I recall doing Windows '95 installs from backup floppy media which, if I remember correctly, was about 97 floppies. I also recall, somewhat more vividly, the feeling of despair when, on the final disc, the process used to regularly fall over.
Still, at least it wasn't quite as frustrating as having to load software via cassettes onto my old Acorn each and every time I wanted to use it…
(Jobs because I now exist in an OS X environment)
O.K. It's worse for me. I not only have a beta copy of OS/2 1.0 at home, but I've done over 3000 installs over a 6 month period as a test lab QA person. I even tested the MultiUser version of OS/2 by Citrix.
Fond old memories
My first 'business' computer was a TRS-80 mod 1 with 16K memory and a Radio Shack tape drive. I can not remember what operating system that clunker ran. I do remember my first software writing--a short program to calculate Chi-squares for some students--and that, if you put the tape drive on the right side of the monitor, the tape was erased by the poorly shielded monitor.

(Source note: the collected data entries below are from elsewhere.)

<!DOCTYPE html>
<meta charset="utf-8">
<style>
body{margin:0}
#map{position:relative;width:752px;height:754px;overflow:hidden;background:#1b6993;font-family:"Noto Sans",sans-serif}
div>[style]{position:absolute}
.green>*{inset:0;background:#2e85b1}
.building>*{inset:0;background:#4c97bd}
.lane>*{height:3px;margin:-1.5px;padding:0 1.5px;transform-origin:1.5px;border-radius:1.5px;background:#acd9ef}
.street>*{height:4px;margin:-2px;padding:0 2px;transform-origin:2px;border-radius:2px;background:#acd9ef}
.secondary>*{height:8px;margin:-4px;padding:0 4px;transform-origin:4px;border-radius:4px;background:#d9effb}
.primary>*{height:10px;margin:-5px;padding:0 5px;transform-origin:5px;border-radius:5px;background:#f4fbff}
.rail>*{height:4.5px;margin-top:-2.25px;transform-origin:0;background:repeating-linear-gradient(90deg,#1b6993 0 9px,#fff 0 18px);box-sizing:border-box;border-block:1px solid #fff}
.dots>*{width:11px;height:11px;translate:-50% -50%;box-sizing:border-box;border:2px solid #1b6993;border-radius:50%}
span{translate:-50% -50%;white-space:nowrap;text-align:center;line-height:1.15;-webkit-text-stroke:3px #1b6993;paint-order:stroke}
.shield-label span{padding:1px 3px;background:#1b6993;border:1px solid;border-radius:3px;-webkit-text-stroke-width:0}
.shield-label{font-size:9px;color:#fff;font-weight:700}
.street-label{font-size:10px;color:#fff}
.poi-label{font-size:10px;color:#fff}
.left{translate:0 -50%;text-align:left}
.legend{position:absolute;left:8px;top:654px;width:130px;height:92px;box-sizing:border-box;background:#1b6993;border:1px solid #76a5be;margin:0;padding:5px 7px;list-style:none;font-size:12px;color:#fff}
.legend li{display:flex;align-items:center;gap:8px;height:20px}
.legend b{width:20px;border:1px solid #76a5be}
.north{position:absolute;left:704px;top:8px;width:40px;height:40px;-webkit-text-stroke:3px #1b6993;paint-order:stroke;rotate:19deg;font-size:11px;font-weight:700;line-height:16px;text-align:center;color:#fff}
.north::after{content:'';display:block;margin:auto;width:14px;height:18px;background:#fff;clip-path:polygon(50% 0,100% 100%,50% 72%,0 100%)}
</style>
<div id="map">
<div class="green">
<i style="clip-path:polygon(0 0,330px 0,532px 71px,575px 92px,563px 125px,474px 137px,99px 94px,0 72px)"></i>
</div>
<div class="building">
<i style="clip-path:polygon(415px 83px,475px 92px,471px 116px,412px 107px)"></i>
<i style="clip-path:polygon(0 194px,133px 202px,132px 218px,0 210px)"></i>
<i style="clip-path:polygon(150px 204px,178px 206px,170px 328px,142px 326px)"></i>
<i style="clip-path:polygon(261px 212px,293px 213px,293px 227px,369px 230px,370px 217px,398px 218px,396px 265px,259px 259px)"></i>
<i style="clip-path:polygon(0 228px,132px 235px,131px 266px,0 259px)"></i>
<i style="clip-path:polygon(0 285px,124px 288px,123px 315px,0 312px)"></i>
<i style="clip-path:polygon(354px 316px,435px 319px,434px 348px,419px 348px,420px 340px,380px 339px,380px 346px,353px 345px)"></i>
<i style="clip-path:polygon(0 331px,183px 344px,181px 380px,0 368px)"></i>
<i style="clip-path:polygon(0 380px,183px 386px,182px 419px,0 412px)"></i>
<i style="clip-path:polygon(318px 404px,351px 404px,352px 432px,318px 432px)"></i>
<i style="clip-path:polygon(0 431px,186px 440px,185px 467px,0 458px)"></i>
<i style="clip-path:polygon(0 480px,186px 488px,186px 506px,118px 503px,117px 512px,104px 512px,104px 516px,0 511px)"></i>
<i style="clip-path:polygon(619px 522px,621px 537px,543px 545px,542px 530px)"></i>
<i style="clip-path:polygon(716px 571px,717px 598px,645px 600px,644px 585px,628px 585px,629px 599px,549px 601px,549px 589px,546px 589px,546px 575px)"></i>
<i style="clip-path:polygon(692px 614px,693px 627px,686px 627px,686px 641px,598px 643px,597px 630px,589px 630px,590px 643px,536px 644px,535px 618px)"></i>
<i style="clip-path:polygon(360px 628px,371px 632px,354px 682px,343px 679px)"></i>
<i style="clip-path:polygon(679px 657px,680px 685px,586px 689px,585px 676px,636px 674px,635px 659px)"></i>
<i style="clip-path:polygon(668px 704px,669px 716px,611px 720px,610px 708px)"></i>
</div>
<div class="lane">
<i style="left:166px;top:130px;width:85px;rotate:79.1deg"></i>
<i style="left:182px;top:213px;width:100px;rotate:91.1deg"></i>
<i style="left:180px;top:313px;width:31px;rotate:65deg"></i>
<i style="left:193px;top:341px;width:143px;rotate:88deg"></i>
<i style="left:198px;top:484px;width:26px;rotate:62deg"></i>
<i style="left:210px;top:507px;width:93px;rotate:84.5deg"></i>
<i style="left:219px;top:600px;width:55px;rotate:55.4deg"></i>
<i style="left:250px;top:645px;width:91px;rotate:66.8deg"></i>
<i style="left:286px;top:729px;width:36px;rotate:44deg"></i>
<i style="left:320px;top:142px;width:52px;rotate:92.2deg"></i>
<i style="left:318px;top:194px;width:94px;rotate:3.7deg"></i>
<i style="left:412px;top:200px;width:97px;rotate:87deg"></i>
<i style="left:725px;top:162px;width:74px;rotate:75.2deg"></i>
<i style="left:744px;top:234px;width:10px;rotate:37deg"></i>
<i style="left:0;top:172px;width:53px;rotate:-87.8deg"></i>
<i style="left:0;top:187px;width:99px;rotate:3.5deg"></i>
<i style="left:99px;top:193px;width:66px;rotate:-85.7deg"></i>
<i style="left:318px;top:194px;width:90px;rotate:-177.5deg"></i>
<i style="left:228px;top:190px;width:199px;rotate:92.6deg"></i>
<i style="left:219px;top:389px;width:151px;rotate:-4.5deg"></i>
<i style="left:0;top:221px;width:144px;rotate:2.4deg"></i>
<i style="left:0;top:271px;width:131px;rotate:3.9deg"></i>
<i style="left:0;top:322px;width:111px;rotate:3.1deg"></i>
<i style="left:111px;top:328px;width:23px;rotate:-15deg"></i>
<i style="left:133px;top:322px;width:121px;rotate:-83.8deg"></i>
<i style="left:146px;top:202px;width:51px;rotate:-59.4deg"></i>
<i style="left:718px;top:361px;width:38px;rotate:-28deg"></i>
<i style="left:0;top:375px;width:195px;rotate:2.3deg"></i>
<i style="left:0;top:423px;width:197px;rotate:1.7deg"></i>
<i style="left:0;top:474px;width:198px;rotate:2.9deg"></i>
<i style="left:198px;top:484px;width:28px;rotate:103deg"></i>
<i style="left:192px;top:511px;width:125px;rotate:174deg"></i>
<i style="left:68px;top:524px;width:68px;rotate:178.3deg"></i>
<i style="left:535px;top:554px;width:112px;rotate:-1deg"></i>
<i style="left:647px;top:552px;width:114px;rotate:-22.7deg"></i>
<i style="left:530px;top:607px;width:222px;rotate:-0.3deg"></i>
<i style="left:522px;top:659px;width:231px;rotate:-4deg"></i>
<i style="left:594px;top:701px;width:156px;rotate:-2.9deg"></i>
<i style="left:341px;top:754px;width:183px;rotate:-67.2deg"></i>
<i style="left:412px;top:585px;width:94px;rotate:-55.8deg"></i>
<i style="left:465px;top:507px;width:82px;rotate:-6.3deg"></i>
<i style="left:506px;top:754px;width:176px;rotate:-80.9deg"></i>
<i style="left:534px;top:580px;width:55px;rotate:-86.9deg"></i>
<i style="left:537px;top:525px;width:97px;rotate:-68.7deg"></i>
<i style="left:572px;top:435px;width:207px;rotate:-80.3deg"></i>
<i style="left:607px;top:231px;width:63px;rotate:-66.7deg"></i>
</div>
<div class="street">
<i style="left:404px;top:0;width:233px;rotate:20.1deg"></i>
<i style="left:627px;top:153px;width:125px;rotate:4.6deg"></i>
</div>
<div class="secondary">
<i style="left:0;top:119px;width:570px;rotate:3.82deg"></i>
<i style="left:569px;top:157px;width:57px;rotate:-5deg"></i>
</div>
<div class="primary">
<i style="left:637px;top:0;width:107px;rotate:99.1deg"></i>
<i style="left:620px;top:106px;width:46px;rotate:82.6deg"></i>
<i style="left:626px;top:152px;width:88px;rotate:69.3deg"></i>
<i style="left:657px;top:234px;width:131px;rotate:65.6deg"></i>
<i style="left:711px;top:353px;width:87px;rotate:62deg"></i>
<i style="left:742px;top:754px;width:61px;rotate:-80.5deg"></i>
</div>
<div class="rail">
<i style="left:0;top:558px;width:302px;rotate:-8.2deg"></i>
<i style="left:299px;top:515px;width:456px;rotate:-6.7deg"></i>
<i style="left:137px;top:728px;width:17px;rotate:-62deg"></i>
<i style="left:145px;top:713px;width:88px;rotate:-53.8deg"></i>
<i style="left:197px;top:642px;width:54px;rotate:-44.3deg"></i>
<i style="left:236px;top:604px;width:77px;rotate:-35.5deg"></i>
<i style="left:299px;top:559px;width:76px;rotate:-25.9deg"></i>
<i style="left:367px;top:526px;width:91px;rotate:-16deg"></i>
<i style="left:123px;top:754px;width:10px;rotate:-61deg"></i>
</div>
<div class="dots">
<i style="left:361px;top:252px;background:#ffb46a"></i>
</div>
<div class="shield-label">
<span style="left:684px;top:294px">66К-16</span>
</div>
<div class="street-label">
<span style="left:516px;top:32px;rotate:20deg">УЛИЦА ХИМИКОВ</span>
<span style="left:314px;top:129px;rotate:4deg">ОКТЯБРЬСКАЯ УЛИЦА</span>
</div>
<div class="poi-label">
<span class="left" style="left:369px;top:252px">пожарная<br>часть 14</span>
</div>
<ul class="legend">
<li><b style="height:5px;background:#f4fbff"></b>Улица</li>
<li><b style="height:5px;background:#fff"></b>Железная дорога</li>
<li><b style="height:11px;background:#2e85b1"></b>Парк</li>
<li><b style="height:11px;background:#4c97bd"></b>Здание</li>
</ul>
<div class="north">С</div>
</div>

OS/2 Warp was usually on a CD but could be found on about 35 floppies as I remember, OS 2 2.x was about 30 floppies.
I recently tossed the last of my 3.5" floppies including OS/2 2.11, MathCad, Novell DOS and other relics of the 1990s on the assumption they are no longer readable. Still have the CDs from that era, though. For some reason I have the OS/2 Warp Bonus pack without the main CD.
Apart from it's own native capabilities, OS/2 Warp truly was a "better DOS than DOS" and it was a better Windows than Windows 3.1. Unfortunately it wasn't a better Windows than Win95, which came out around the same time. Microsoft always managed to keep its competitors one step behind in the compatibility and performance race back in those days. Lotus, WordPerfect and IBM all paid the price. Even now, Windows STILL doesn't have a decent, built-in shell scripting language. OS/2 had various flavors of REXX from the 1.3 days.
Love it, brilliant, 1010/1010 - binary, for variety
A good bout of Blackadder can cure most ailments
RE: eCS @ Trygve Henriksen
"... have a complete OS/2 1.3 with MS Lan Manager 2.2 ... "
Mate, you need professional help ;o)
I used to install RightFAX servers on OS/2 LAN Servers, back in the day... Configuring those sodding Brooktrout FAX card device drivers in CONFIG.SYS was my bread and butter.
How many folks *truly* appreciate the USB / Firewire devices Plug'n'Pray we all have now.